Furthermore, in addition to the challenged 2002 order’s continuing effect on the current 2003 rate, both Interstate and the town still hold a legally cognizable interest in obtaining a decision from this Court about whether the commission acted properly in issuing the previous rate order, one that it allegedly issued without holding a required public hearing and without allowing these intervenors effectively to participate in the rate-setting process. See Potomac Electric Power Co., 402 A.2d at 22 (noting that “[t]he question * * * of mootness [was] not so clear” even though second rate order arguably superseded first). Presumably, this is why the commission found, in the first place, that Interstate and the town possessed sufficient standing to intervene and to participate as parties in the challenged proceeding.
Although standing and mootness are distinct concepts, they often overlap. See 1 Laurence H. Tribe, American Constitutional Law 345 (3d ed.2000); 13A Charles Alan Wright, Arthur R. Miller & Edward H. Cooper, Federal Practice and Procedure: § 3531.12 at 50 (2d ed.1984). Mootness is “ ‘the doctrine of standing set in a time frame: The requisite personal interest that must exist at the commencement of the litigation (standing) must continue throughout its existence (mootness).’ ” United States Parole Commission v. Geraghty, 445 U.S. 388, 397, 100 S.Ct. 1202, 63 L.Ed.2d 479 (1980). Here, Interstate has a continuing stake in the commission’s rate-setting for Hi-Speed because it allegedly continues to suffer the adverse economic effects of the commission’s decision to allow Hi-Speed to operate at the rate in question, a competitive interest that makes it an aggrieved party for standing purposes. The commission itself recognized this competitive ■ interest when it allowed Interstate to intervene in the challenged rate-setting proceeding.
Under § 39-5-1, a party possesses standing to challenge an order of the commission that aggrieves that party. See In re New England Gas Co., 842 A.2d at 553. In addition, regulated businesses, like Interstate, possess standing to challenge commission decisions that directly involve a competing regulated business, such as Hi-Speed. See RAM Broadcasting of Colorado, Inc. v. Public Utilities Commission, 702 P.2d 746, 749-50 (Colo.1985) (holding that a regulated paging company had standing to challenge the Public Utility Commission’s grant of a competing-paging company’s application).

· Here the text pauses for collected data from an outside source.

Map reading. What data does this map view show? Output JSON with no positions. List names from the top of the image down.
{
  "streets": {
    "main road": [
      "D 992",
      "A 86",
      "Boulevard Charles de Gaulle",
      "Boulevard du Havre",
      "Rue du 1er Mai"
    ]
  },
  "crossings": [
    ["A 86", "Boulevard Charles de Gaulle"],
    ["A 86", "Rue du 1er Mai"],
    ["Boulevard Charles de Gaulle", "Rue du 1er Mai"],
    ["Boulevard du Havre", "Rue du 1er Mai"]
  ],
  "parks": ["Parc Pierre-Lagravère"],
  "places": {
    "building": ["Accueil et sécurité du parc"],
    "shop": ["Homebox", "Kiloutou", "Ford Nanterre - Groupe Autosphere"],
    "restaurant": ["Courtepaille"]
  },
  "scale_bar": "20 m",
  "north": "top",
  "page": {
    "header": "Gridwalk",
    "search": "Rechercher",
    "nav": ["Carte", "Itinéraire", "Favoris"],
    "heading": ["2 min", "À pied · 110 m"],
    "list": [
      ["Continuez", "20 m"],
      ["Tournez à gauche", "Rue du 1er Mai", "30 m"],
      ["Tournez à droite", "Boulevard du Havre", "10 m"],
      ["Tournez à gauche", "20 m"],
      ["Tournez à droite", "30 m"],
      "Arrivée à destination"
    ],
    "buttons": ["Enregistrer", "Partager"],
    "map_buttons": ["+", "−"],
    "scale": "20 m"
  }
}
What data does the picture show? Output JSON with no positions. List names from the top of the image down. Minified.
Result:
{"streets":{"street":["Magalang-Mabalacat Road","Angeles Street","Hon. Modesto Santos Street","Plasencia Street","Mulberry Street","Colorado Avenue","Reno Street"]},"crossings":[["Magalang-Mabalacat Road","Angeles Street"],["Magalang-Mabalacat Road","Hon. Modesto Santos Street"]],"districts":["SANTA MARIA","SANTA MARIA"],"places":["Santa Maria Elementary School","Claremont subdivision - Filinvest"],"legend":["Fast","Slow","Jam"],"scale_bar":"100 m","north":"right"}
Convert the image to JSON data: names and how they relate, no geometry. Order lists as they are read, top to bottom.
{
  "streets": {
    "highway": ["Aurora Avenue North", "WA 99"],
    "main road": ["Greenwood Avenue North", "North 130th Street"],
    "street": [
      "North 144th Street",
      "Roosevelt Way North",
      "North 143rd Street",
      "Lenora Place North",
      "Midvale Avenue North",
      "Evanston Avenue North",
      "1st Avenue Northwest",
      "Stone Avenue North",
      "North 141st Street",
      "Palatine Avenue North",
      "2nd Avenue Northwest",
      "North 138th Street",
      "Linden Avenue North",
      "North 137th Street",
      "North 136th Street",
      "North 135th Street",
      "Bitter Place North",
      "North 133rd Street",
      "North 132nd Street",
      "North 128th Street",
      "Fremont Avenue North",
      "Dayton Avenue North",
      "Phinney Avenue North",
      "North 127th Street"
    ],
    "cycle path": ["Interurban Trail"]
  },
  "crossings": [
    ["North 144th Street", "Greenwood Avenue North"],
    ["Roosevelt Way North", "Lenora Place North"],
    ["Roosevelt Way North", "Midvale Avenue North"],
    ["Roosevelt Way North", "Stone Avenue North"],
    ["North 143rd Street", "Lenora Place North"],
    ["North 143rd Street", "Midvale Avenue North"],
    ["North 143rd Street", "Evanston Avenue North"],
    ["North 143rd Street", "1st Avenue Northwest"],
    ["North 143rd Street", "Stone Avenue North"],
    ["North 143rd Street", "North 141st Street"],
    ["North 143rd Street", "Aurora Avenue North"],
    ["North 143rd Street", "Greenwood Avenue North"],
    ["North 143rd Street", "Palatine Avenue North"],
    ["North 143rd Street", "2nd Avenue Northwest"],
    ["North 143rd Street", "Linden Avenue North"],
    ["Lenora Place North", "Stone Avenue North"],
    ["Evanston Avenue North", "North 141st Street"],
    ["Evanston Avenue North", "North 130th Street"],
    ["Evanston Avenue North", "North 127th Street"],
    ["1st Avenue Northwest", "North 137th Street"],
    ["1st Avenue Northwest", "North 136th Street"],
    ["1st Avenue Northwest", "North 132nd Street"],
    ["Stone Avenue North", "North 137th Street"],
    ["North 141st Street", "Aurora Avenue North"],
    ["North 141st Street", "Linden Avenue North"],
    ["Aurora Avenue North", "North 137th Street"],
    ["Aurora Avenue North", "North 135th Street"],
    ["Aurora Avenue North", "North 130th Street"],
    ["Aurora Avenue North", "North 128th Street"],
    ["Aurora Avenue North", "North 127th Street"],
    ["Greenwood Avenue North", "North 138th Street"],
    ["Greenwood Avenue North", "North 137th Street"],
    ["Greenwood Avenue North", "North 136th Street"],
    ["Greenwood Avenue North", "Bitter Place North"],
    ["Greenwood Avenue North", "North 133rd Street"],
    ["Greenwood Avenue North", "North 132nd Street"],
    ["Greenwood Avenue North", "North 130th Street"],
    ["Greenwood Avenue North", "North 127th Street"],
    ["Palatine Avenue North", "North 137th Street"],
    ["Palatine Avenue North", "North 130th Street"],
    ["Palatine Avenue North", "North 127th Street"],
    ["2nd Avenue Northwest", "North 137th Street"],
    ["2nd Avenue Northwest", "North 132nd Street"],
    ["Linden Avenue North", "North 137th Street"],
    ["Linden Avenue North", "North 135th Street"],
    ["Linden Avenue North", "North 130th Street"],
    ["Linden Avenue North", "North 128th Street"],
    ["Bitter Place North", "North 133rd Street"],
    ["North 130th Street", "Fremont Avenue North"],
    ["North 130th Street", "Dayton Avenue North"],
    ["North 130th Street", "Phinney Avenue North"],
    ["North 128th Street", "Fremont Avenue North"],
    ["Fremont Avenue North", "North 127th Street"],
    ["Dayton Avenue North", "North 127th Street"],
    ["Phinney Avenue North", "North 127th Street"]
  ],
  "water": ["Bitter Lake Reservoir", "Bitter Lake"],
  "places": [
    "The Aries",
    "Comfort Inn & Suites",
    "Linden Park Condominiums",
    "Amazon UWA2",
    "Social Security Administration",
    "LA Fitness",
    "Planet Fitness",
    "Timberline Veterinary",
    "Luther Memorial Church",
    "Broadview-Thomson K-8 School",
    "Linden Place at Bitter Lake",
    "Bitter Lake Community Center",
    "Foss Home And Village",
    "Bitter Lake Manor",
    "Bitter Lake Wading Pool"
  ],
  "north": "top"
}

As a former monopolist of ferry service to Block Island, Interstate allegedly suffered a direct competitive injury from the rate proceeding in question. The order allowing Hi-Speed to continue operating at the previously approved rate directly injured Interstate’s business by depriving it of revenues and profits that it otherwise would have realized but for the commission allowing its competitor to operate at the rate in question. See id. (reasoning that “additional competition” resulting from commission decision injured the regulated company sufficiently to give it standing to challenge competitor’s application). This allegation of a direct economic injury confers standing on Interstate to challenge the previous rate-setting order. And Interstate allegedly continues to suffer the adverse' economic effects of the commission allowing its competitor to operate at the rate set in the commission’s previous rate order because the commission has *533allowed that rate to remain in effect after its latest rate setting. Thus, Interstate holds a continuing stake in having this Court determine whether the commission acted arbitrarily or unlawfully when it approved the previous rate.10
In addition, this case is not moot because this Court could issue a decision that has a practical legal effect upon this controversy. See Potomac Electric Power Co., 402 A.2d at 22-28 (refusing to dismiss on mootness grounds, in part, because court had the ability to award equitable relief to the power company). If, for example, we were to reach the merits of Interstate’s arguments and decide that the commission had issued a rate order without conducting the required public hearings or that it did so without providing the intervenors or their counsel with sufficient access to the documents on which the commission based its rate-setting order, we could vacate the previous order and direct the commission to hold a new hearing on that rate-setting request.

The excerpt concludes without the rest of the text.